| WHAT IS NEEDED |
Please reproduce each line of the data below exactly as shown.

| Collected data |
######
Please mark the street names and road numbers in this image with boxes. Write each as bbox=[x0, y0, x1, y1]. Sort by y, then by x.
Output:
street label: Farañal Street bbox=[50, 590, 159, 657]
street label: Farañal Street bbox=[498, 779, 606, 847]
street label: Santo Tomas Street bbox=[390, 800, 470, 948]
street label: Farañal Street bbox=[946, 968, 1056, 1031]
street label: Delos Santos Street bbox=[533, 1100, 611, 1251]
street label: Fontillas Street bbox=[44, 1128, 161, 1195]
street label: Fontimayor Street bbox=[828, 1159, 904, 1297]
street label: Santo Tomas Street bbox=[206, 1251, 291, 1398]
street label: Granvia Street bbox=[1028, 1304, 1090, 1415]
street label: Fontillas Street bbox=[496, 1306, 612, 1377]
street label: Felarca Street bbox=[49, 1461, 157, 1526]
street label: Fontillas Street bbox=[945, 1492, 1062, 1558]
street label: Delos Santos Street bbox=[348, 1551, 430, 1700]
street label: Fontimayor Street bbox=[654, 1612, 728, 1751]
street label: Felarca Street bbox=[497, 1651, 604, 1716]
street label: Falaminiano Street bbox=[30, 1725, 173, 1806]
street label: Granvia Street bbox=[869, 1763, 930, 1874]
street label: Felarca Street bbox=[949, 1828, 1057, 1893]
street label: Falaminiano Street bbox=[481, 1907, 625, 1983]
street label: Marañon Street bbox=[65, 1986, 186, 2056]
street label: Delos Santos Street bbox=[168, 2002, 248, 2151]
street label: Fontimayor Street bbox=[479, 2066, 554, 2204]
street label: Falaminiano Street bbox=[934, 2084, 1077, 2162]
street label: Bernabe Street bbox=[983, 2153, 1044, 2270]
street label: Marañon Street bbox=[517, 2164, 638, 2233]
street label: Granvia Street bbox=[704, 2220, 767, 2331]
######
| OUTPUT FOR THIS TASK |
Please mark the street names and road numbers in this image with boxes. Write each as bbox=[x0, y0, x1, y1]. Sort by y, then by x.
Output:
street label: Farañal Street bbox=[50, 590, 159, 657]
street label: Farañal Street bbox=[498, 779, 606, 847]
street label: Santo Tomas Street bbox=[390, 800, 470, 948]
street label: Farañal Street bbox=[946, 968, 1056, 1031]
street label: Delos Santos Street bbox=[533, 1100, 611, 1251]
street label: Fontillas Street bbox=[44, 1128, 161, 1195]
street label: Fontimayor Street bbox=[828, 1159, 904, 1297]
street label: Santo Tomas Street bbox=[206, 1251, 291, 1398]
street label: Granvia Street bbox=[1028, 1304, 1090, 1415]
street label: Fontillas Street bbox=[496, 1306, 612, 1377]
street label: Felarca Street bbox=[49, 1461, 157, 1526]
street label: Fontillas Street bbox=[945, 1492, 1062, 1558]
street label: Delos Santos Street bbox=[348, 1551, 430, 1700]
street label: Fontimayor Street bbox=[654, 1612, 728, 1751]
street label: Felarca Street bbox=[497, 1651, 604, 1716]
street label: Falaminiano Street bbox=[30, 1725, 173, 1806]
street label: Granvia Street bbox=[869, 1763, 930, 1874]
street label: Felarca Street bbox=[949, 1828, 1057, 1893]
street label: Falaminiano Street bbox=[481, 1907, 625, 1983]
street label: Marañon Street bbox=[65, 1986, 186, 2056]
street label: Delos Santos Street bbox=[168, 2002, 248, 2151]
street label: Fontimayor Street bbox=[479, 2066, 554, 2204]
street label: Falaminiano Street bbox=[934, 2084, 1077, 2162]
street label: Bernabe Street bbox=[983, 2153, 1044, 2270]
street label: Marañon Street bbox=[517, 2164, 638, 2233]
street label: Granvia Street bbox=[704, 2220, 767, 2331]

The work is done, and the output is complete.